The town will not alter its state-approved waste management program which includes the yellow bag requirement for two basic reasons, said Supervisor Scott Russell. The first is it has increased the town’s recycling rate, the supervisor said. The second is the state Department of Environmental Conservation is unlikely to sanction a change.

Mr. Russell’s comments came during a brief public informational session on Southold’s waste disposal system at Town Hall Thursday night.

The meeting took place a week before the end of a 120-day grace period during which carters were exempt from the requirement that customers who leave their trash out for pickup must first place it in town yellow bags.

According to the town, on Black Friday, the day after Thanksgiving, all carters must again follow the yellow bag rule.

The town agreed to the grace period to give it time to reconsider the yellow bag law in light of its litigation against the Southampton-based Go Green Sanitation company, which does not require it customers to use the yellow bags.

A number of Go Green customers have said the company also does not keep recyclable materials such as bottles and cans separate from the trash it collects.

Go Green owner Frank Fisher, who was in attendance at Thursday’s meeting, declined to comment, citing the ongoing litigation.

Only a handful of carters and residents showed up for the meeting, which included a brief Powerpoint presentation by Supervisor Scott Russell, who explained that the town’s bag law has been effective in ensuring that residents recycle their garbage.

Mr. Russell added that, in light of the program’s effectiveness, the state DEC would be unlikely to approve any alternative plan.

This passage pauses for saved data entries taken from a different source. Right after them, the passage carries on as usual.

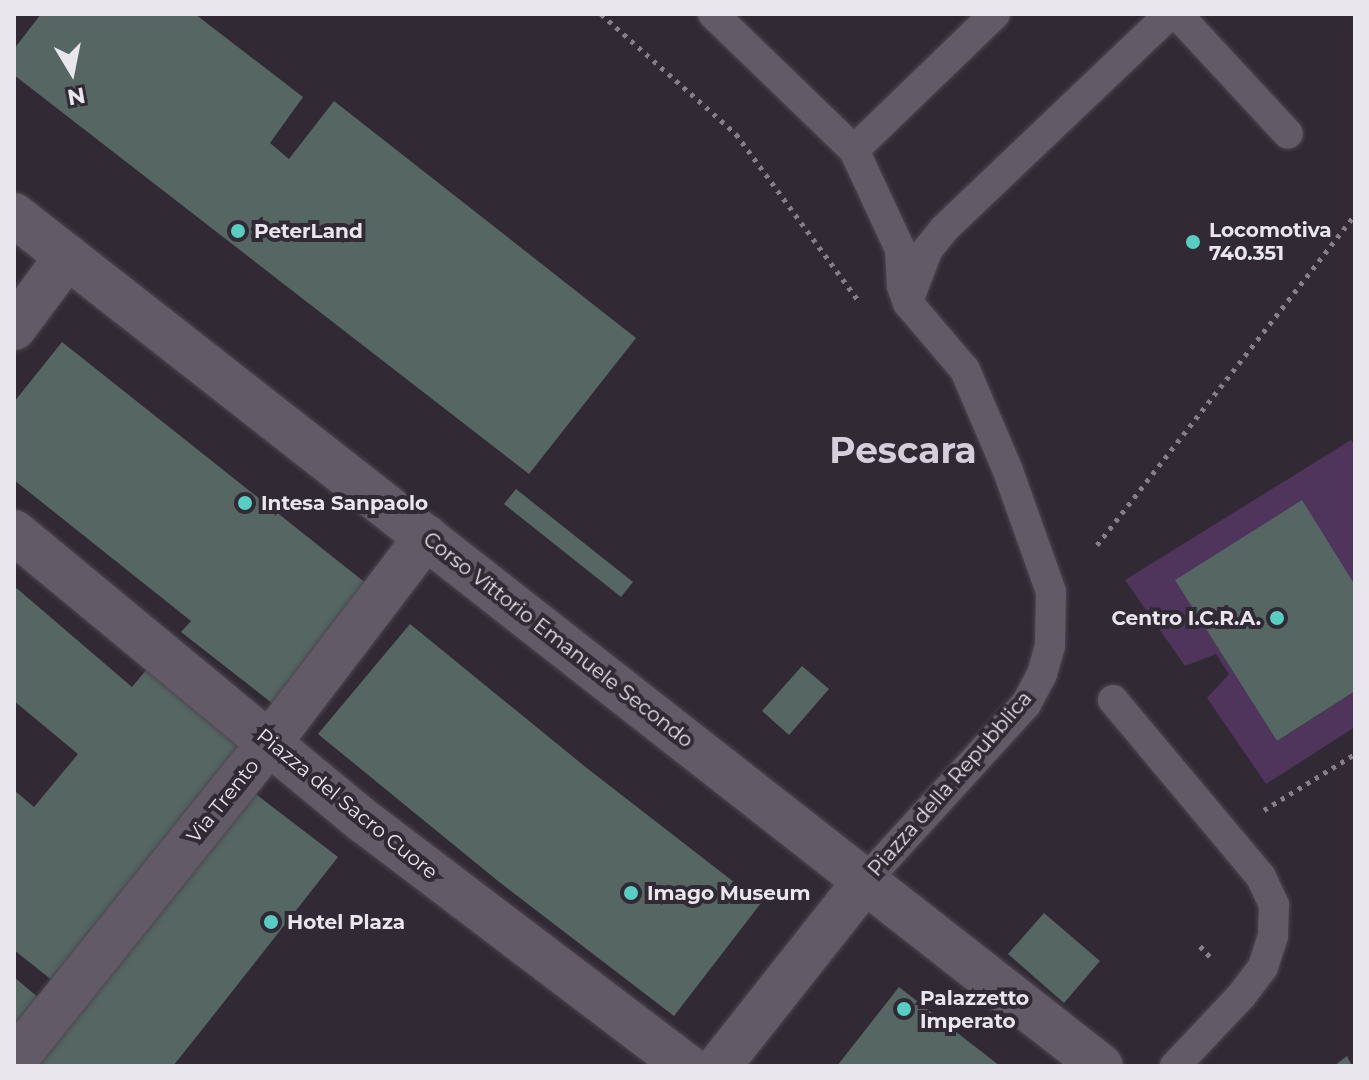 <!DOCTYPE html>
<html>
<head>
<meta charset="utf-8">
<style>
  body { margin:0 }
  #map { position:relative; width:1369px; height:1080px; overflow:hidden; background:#312a35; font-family:Montserrat,sans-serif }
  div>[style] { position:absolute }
  .green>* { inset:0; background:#4f345c }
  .building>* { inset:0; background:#556663 }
  .path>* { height:5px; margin-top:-2.5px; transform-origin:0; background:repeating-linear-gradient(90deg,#847f88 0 4px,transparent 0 10px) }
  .roads { filter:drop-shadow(0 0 2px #4b464e) drop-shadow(0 0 2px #4b464e) }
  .service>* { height:30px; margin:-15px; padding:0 15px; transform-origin:15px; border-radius:15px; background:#625a66 }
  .pedestrian>* { height:44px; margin:-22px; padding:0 22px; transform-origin:22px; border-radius:22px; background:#625a66 }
  .minor>* { height:44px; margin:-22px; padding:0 22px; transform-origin:22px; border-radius:22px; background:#625a66 }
  .dots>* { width:22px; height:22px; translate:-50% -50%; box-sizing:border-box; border:4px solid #312a35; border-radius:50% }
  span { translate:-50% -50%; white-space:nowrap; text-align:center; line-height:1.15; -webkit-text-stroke:8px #312a35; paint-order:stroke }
  .poi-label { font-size:20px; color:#eae6ed; font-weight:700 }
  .left { translate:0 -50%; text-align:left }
  .right { translate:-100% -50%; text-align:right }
  .street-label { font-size:20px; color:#eae6ed }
  .town-label { font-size:36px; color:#d7cedc; font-weight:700 }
  .frame { position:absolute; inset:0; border:16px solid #eae6ed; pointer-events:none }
  .north { position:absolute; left:32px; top:32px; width:80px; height:80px; -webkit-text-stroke:6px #312a35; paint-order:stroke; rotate:170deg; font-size:22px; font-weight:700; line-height:32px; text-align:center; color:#eae6ed }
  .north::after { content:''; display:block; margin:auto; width:28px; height:36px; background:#eae6ed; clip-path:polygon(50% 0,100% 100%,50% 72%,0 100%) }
</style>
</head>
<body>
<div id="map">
  <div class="green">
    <i style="clip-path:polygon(1351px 440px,1355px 446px,1355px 585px,1302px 501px,1176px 580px,1277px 741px,1355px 691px,1355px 727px,1266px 784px,1207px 698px,1229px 674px,1216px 654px,1185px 666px,1125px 580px)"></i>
  </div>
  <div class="building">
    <i style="clip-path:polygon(41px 14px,195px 14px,303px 97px,270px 143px,289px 159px,334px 101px,636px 338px,529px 474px,14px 75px,14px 49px)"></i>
    <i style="clip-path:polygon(62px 342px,372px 588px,277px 707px,181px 632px,191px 621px,14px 480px,14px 402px)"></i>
    <i style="clip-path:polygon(516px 489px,633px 582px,621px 597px,504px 504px)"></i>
    <i style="clip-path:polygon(1302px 500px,1355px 585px,1355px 691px,1277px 741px,1175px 580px)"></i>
    <i style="clip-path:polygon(14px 586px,132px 687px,153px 662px,251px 740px,53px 981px,14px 950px,14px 790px,34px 807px,78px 754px,14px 701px)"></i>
    <i style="clip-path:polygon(410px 624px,588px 769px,761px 903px,674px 1016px,498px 881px,318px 734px)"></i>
    <i style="clip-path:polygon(802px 666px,829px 689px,789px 735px,762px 711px)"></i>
    <i style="clip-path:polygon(253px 792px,338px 857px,201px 1031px,173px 1066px,37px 1066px)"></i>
    <i style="clip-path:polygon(1044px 913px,1100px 961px,1064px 1003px,1008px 954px)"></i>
    <i style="clip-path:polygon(14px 977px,40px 999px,14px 1031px)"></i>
    <i style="clip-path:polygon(899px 987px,955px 1031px,1000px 1066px,837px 1066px)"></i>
    <i style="clip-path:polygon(1347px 1056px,1352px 1066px,1334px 1066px)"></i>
  </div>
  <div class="path">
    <i style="left:601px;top:14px;width:181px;rotate:41.6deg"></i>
    <i style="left:736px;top:134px;width:206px;rotate:53.7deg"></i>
    <i style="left:1097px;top:545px;width:419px;rotate:-52deg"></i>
    <i style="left:1264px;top:810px;width:107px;rotate:-31.6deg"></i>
    <i style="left:1200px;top:946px;width:19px;rotate:47deg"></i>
  </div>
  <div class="roads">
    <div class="service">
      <i style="left:713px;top:14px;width:196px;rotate:44deg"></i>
      <i style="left:854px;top:150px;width:109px;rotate:65.1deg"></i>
      <i style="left:900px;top:249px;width:37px;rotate:87deg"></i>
      <i style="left:902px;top:286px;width:18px;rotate:71deg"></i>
      <i style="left:908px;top:303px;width:88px;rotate:49.6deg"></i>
      <i style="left:965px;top:370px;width:110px;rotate:66.9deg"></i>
      <i style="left:1008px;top:471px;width:128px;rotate:70.4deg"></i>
      <i style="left:1051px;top:592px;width:54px;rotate:91.1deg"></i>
      <i style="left:1050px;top:646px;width:29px;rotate:106deg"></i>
      <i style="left:1042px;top:674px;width:34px;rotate:118deg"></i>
      <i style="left:1026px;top:704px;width:239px;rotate:132.3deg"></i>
      <i style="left:1177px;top:14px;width:163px;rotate:47.2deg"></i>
      <i style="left:854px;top:150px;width:196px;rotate:-44deg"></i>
      <i style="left:908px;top:301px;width:56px;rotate:-69deg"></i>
      <i style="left:928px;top:249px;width:26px;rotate:-51deg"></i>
      <i style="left:944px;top:229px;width:312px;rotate:-43.6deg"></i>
      <i style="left:1113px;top:700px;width:231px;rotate:50.1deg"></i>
      <i style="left:1261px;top:877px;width:31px;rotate:65deg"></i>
      <i style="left:1274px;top:905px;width:31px;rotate:92deg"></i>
      <i style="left:1273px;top:936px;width:33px;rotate:108deg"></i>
      <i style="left:1263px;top:967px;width:35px;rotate:127deg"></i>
      <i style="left:1242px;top:995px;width:98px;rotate:133.3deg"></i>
    </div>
    <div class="pedestrian">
      <i style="left:14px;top:328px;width:89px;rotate:-53.3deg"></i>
      <i style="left:14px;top:532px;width:455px;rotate:39.6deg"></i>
      <i style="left:365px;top:822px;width:404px;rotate:37.2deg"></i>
      <i style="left:14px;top:1061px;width:409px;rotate:-51.3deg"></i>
      <i style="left:270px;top:742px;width:258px;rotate:-52.7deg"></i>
      <i style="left:719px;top:1066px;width:236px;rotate:-51.7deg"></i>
    </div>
    <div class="minor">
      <i style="left:14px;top:215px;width:1380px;rotate:38.06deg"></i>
    </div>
  </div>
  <div class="dots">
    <i style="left:238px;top:231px;background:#57cec1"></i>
    <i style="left:1193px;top:242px;background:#57cec1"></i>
    <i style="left:245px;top:503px;background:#57cec1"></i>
    <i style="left:1277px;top:618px;background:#57cec1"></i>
    <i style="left:631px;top:893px;background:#57cec1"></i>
    <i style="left:271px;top:922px;background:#57cec1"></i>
    <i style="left:904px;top:1009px;background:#57cec1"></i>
  </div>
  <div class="poi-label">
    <span class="left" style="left:1209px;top:242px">Locomotiva<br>740.351</span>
    <span class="left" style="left:254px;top:231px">PeterLand</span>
    <span class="left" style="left:261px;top:503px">Intesa Sanpaolo</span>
    <span class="right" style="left:1261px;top:618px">Centro I.C.R.A.</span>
    <span class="left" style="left:647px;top:893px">Imago Museum</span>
    <span class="left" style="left:287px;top:922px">Hotel Plaza</span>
    <span class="left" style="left:920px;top:1010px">Palazzetto<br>Imperato</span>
  </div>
  <div class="street-label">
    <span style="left:558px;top:640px;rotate:38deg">Corso Vittorio Emanuele Secondo</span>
    <span style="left:950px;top:784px;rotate:-49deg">Piazza della Repubblica</span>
    <span style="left:223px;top:801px;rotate:-51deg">Via Trento</span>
    <span style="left:347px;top:804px;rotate:39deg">Piazza del Sacro Cuore</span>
  </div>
  <div class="town-label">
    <span style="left:903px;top:451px">Pescara</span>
  </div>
  <div class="frame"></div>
  <div class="north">N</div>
</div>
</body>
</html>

Anthony DiVello of Mattituck Sanitation asked the board if the town will enforce the rule, since his company has lost business to Go Green Sanitation.

“We comply with all the rules. We don’t like them either, but we comply,” he said. “We’ve lost a lot of business because of it… How long can this go on before we decide to do the very same thing?”

“Every carter who picks up garbage curbside will have to live by the law as it is drafted,” said Mr. Russell.